Write every line below out again, exactly as given, but leave out the pictures.

────────

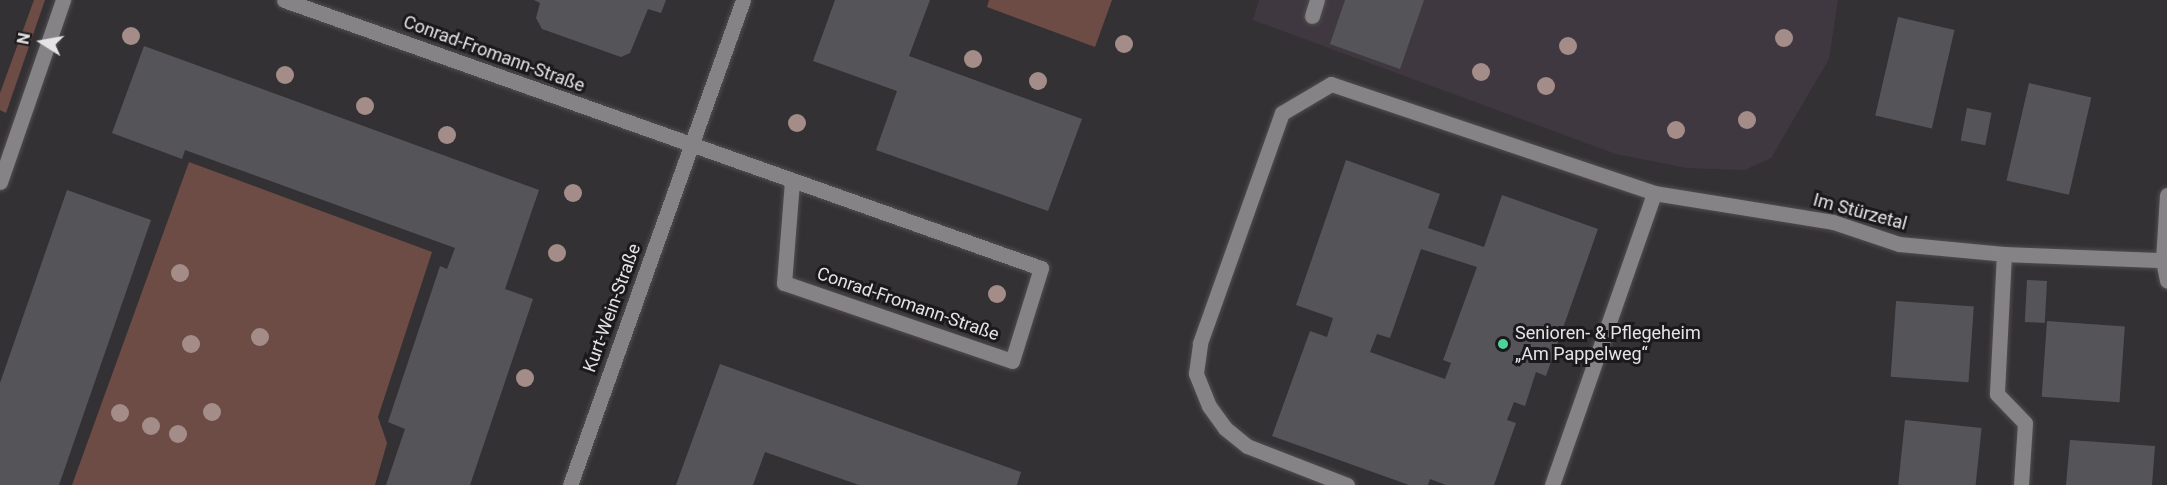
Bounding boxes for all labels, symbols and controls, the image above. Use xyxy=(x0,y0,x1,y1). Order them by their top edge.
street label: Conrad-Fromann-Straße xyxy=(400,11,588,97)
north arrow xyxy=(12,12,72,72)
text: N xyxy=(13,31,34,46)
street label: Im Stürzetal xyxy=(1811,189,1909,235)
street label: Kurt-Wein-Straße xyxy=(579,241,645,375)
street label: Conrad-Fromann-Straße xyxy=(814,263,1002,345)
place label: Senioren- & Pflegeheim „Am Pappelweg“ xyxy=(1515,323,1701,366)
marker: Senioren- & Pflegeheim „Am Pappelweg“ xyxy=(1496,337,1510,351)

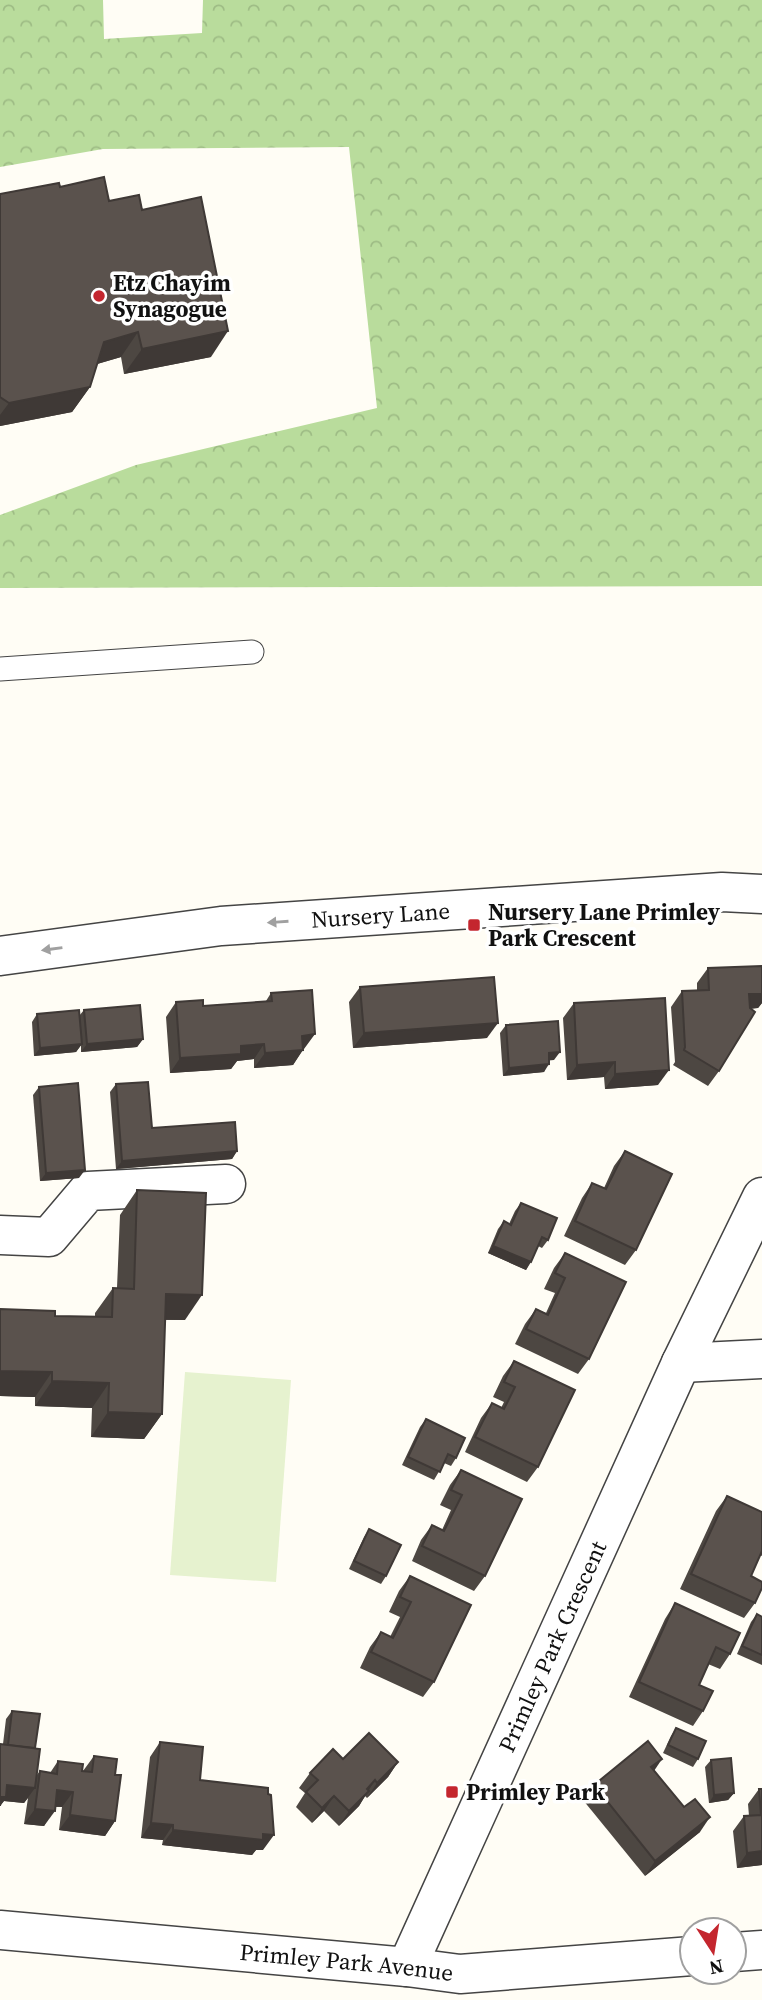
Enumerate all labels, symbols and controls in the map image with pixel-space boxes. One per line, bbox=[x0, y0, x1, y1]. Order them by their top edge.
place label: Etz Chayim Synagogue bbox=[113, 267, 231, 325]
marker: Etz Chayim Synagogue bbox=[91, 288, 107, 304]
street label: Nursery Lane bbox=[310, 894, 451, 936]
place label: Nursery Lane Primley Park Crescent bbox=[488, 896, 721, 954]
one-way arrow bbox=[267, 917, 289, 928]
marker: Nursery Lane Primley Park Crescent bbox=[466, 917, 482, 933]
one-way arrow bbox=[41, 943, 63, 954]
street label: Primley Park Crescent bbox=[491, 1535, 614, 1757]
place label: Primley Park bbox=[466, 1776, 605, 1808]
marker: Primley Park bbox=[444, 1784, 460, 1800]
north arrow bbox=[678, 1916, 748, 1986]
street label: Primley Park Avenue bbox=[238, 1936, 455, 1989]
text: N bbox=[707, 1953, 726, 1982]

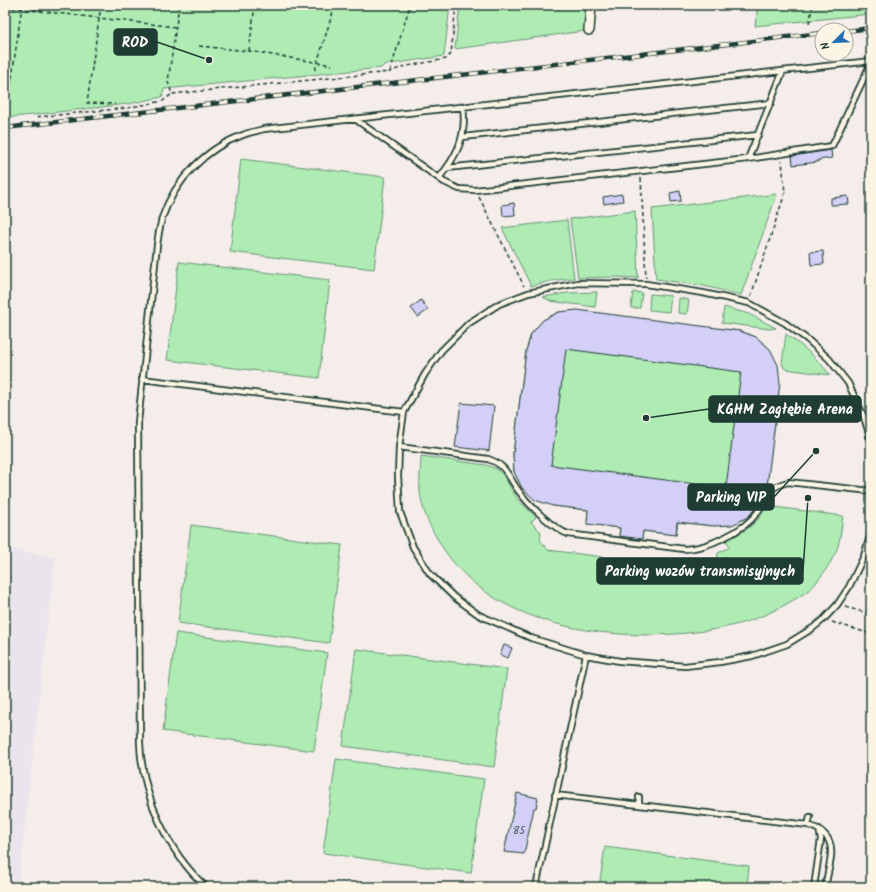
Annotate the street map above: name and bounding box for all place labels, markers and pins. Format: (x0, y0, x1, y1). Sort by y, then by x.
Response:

────────

#### The completed task:
Bounding boxes for all labels, symbols and controls, the image above. Use xyxy=(x0,y0,x1,y1). Order them by their top edge.
street label: Conrad-Fromann-Straße xyxy=(400,11,588,97)
north arrow xyxy=(12,12,72,72)
text: N xyxy=(13,31,34,46)
street label: Im Stürzetal xyxy=(1811,189,1909,235)
street label: Kurt-Wein-Straße xyxy=(579,241,645,375)
street label: Conrad-Fromann-Straße xyxy=(814,263,1002,345)
place label: Senioren- & Pflegeheim „Am Pappelweg“ xyxy=(1515,323,1701,366)
marker: Senioren- & Pflegeheim „Am Pappelweg“ xyxy=(1496,337,1510,351)

Enumerate all labels, symbols and controls in the map image with pixel-space boxes. One per line, bbox=[x0, y0, x1, y1]. Order them by their top edge.
place label: Etz Chayim Synagogue bbox=[113, 267, 231, 325]
marker: Etz Chayim Synagogue bbox=[91, 288, 107, 304]
street label: Nursery Lane bbox=[310, 894, 451, 936]
place label: Nursery Lane Primley Park Crescent bbox=[488, 896, 721, 954]
one-way arrow bbox=[267, 917, 289, 928]
marker: Nursery Lane Primley Park Crescent bbox=[466, 917, 482, 933]
one-way arrow bbox=[41, 943, 63, 954]
street label: Primley Park Crescent bbox=[491, 1535, 614, 1757]
place label: Primley Park bbox=[466, 1776, 605, 1808]
marker: Primley Park bbox=[444, 1784, 460, 1800]
north arrow bbox=[678, 1916, 748, 1986]
street label: Primley Park Avenue bbox=[238, 1936, 455, 1989]
text: N bbox=[707, 1953, 726, 1982]

Annotate the street map above: name and bounding box for all place labels, markers and pins. Format: (x0, y0, x1, y1). Sort by y, then by x.
Response:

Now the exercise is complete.